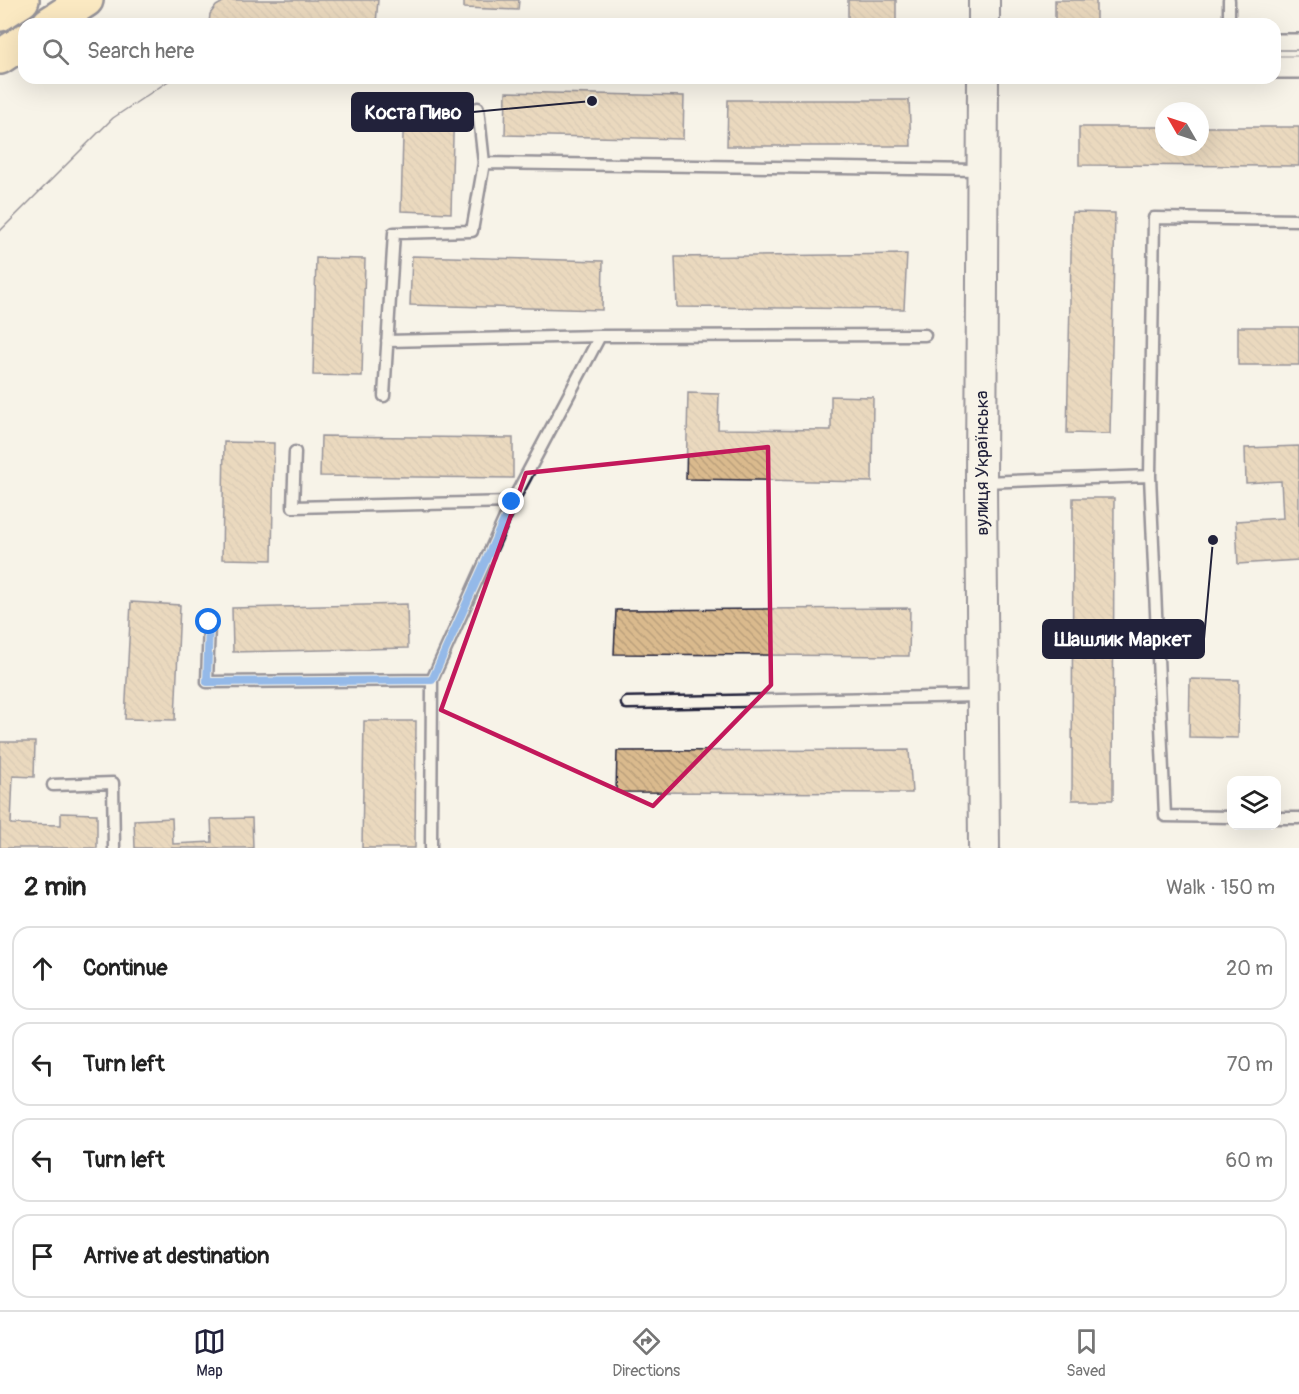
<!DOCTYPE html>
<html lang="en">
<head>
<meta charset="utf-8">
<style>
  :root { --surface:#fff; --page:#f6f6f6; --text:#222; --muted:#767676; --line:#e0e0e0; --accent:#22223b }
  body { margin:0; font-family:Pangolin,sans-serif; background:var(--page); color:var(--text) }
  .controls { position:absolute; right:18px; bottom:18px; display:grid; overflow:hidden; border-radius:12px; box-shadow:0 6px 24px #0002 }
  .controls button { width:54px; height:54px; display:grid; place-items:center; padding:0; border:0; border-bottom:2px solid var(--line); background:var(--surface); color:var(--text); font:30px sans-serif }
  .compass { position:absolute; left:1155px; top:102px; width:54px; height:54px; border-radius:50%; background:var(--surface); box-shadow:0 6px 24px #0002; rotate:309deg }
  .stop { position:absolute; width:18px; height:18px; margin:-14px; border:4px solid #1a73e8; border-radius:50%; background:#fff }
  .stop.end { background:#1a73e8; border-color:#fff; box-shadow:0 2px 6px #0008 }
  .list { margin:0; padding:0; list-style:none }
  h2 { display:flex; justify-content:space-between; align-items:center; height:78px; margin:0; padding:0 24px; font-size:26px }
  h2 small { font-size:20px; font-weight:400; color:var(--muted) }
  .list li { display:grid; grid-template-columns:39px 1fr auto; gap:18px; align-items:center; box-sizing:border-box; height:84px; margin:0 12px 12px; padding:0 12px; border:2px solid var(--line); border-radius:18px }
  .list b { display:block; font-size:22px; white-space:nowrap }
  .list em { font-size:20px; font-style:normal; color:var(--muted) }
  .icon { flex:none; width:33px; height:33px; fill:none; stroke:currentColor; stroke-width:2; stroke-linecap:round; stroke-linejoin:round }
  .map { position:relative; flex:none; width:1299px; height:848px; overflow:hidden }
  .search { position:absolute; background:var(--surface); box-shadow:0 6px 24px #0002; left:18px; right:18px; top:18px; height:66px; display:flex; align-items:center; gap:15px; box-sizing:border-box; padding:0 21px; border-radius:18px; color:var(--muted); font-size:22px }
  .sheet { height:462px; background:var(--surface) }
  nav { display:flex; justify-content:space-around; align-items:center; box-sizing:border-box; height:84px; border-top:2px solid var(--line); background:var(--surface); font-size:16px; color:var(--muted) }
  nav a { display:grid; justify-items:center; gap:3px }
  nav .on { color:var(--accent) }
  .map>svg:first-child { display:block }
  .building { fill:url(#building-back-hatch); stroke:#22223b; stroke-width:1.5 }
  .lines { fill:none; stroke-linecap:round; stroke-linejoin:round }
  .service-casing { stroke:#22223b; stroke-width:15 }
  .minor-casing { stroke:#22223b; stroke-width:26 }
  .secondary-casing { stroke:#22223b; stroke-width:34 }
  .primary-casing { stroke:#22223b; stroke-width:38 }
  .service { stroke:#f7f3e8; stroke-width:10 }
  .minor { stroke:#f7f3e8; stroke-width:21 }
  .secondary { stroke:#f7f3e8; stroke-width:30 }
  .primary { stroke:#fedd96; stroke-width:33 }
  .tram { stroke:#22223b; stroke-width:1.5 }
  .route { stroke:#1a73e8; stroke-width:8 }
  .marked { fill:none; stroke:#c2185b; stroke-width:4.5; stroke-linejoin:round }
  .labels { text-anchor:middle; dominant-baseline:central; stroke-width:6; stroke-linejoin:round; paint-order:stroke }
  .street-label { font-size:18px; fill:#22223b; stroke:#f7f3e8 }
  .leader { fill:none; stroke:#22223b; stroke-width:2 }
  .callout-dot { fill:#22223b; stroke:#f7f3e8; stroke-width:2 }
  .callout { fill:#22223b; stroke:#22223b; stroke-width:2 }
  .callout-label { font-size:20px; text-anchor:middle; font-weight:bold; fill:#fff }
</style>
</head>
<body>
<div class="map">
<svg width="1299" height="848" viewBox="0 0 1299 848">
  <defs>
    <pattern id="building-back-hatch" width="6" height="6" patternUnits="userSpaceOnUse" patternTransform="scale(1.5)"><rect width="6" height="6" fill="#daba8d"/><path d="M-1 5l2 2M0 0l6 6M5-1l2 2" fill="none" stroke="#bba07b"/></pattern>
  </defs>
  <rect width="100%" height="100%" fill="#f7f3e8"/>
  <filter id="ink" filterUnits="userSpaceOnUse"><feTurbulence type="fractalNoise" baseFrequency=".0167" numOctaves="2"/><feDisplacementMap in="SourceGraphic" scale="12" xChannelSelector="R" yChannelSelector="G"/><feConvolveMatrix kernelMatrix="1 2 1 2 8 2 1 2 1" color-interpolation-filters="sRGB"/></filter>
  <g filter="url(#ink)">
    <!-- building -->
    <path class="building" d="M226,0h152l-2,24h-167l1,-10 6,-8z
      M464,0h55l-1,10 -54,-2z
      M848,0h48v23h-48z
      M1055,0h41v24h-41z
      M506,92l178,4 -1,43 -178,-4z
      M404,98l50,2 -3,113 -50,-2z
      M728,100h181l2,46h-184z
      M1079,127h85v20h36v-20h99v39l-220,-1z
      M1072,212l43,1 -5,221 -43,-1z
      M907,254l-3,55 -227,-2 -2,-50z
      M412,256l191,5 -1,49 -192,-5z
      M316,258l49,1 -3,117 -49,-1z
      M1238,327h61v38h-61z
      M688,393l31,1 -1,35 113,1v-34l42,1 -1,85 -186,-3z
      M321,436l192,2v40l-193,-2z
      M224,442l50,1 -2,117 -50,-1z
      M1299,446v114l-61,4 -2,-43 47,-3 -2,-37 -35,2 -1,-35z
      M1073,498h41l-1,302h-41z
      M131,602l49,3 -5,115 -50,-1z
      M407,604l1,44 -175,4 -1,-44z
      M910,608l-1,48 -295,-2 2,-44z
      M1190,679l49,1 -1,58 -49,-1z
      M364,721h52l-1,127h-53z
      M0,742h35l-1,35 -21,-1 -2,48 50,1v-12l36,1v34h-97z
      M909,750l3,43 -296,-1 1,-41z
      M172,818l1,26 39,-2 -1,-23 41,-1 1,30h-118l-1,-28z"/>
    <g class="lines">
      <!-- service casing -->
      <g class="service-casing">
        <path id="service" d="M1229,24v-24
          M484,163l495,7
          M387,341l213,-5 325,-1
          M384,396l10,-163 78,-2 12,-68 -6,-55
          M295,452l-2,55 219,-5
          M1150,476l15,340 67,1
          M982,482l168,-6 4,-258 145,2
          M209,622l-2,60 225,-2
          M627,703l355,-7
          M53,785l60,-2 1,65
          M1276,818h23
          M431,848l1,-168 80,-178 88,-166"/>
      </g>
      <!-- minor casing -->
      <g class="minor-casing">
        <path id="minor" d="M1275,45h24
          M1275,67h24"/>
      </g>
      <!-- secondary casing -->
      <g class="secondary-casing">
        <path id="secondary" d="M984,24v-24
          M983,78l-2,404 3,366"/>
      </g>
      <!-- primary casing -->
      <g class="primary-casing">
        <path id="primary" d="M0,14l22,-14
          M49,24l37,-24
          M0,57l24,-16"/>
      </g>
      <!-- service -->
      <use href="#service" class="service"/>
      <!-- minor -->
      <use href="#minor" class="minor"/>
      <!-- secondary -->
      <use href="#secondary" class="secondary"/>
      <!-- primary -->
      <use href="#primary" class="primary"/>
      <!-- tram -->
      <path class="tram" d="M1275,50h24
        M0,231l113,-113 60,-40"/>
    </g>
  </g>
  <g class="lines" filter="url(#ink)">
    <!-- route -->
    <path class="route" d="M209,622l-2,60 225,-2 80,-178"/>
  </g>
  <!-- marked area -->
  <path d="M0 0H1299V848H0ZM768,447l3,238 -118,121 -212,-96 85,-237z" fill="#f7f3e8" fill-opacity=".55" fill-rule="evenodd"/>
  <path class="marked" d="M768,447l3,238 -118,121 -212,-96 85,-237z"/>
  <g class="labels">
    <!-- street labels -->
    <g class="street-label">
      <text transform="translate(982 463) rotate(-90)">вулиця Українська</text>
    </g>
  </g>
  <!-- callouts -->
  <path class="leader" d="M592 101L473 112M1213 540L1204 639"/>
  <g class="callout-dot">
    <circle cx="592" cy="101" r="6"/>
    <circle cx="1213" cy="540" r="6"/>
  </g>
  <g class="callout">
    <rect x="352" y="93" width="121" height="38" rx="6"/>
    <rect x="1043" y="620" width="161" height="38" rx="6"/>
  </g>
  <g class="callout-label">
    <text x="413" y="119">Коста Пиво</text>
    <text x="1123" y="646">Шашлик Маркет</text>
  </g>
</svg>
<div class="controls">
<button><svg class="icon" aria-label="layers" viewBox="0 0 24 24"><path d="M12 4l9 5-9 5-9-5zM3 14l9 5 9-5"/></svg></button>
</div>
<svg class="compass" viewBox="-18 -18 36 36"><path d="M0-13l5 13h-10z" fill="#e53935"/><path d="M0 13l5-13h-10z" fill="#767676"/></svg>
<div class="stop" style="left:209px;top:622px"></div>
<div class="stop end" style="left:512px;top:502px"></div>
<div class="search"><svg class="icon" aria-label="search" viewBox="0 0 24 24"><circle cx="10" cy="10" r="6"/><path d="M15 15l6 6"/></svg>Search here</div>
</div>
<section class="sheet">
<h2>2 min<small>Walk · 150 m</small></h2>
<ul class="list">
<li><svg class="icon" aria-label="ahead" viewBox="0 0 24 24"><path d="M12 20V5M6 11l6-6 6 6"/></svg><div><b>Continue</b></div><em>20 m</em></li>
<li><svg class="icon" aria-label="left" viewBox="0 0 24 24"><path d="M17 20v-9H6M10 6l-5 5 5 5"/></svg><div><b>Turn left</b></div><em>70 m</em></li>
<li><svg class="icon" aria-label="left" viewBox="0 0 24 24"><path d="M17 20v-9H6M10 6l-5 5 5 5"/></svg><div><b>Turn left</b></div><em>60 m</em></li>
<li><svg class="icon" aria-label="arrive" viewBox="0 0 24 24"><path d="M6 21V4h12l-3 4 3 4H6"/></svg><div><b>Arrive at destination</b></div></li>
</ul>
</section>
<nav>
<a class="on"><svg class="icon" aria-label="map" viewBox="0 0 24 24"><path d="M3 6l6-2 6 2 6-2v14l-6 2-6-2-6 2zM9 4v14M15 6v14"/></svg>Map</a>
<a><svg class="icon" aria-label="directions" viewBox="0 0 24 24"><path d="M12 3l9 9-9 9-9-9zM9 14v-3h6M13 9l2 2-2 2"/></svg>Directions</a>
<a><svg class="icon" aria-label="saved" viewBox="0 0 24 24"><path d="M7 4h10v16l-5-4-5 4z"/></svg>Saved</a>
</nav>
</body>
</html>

- **TASK PROMPT**: Every line from the start of the material through the line containing "position:absolute; right:18px; bottom:18px;" is needed exactly as written; the pictures are not.

- **REPLY**:
<!DOCTYPE html>
<html lang="en">
<head>
<meta charset="utf-8">
<style>
  :root { --surface:#fff; --page:#f6f6f6; --text:#222; --muted:#767676; --line:#e0e0e0; --accent:#22223b }
  body { margin:0; font-family:Pangolin,sans-serif; background:var(--page); color:var(--text) }
  .controls { position:absolute; right:18px; bottom:18px; display:grid; overflow:hidden; border-radius:12px; box-shadow:0 6px 24px #0002 }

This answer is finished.